Monday, 13 July 2009

Amway de facto agents fabricate mystifying fiction

Shyam
Our smug Mr. 'IBOFB' Steadson has played what he would have your readers believe is a genuine ace, but it actually turns out to be just another mystifying fiction fabricated by the de facto agents of the 'Amway' Ministry of Truth.
When you actually examine the detail of the UK judgement, you find that Judge Norris of the UK High Court accepted some pretty suspicious figures, and not from the actual victims of the 'Amway' swindle or from BERR accountants (who seized 'Amway UK's' accounts for 2006-2007), but from unnamed individuals working for the private accounting firm of KPMG.
The figures accepted by Norris record what KPMG employees defined as 'averaging material provided in reports compiled 2001-2004' .

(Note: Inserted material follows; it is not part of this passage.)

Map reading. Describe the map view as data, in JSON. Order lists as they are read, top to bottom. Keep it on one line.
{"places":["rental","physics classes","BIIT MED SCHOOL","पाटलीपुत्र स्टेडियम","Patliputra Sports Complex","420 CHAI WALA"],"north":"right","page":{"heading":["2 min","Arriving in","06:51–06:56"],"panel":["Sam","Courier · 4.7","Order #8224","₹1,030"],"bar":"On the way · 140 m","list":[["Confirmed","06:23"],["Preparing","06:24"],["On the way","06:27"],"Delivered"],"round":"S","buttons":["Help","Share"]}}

However, in his judgement, Judge Norris first accepts that, according to all the quantifiable evidence recovered by BERR, 'Amway' products were so grossly over-priced and difficult to retail that 'Amway UK' was obliged to slash them by enormous margins in order to forestall immediate closure. He then goes on to state that KPMG reports revealed that, in fact, a whopping 91% of all persons involved in 'Amway UK' were found to be not even attempting to sell anything to anyone. The overwhelming majority (91% of agencies) were actually being obliged to self-consume on average around £1000 of products each per year.
So how come a learned High Court Judge then meekly accepted that a mere 9% of 'Amway' agents were miraculously managing to 'retail 40% of all purchases,' when even a ten year old child can tell that the products were of such deliberately banal quality, but exorbitantly priced, as to render them (effectively) unsaleable on the open market?
Not only that, but BERR lawyers even described certain 'Amway' agents as deluded. For if this miraculous minority core-group of unquestioning players of the 'Amway' game of make-believe are set aside as an unreliable source of information, we find that the instigators of the 'Amway' myth were, indeed, running (and occulting) a 100% closed-market in the UK for 35 years.
Judge Norris offers absolutely no explantion of how KPMG verified the information they were given by the miraculous 9% core-group in order to compile their reports, or exactly what was meant by 'all purchases.' Similarly, Judge Norris offers no explanation of exactly who contracted KPMG to compile their reports or who the individual authors were.
The lack of intellectual rigour applied by UK government lawyers in the presentation of what should have been an open and shut criminal case, beggars belief.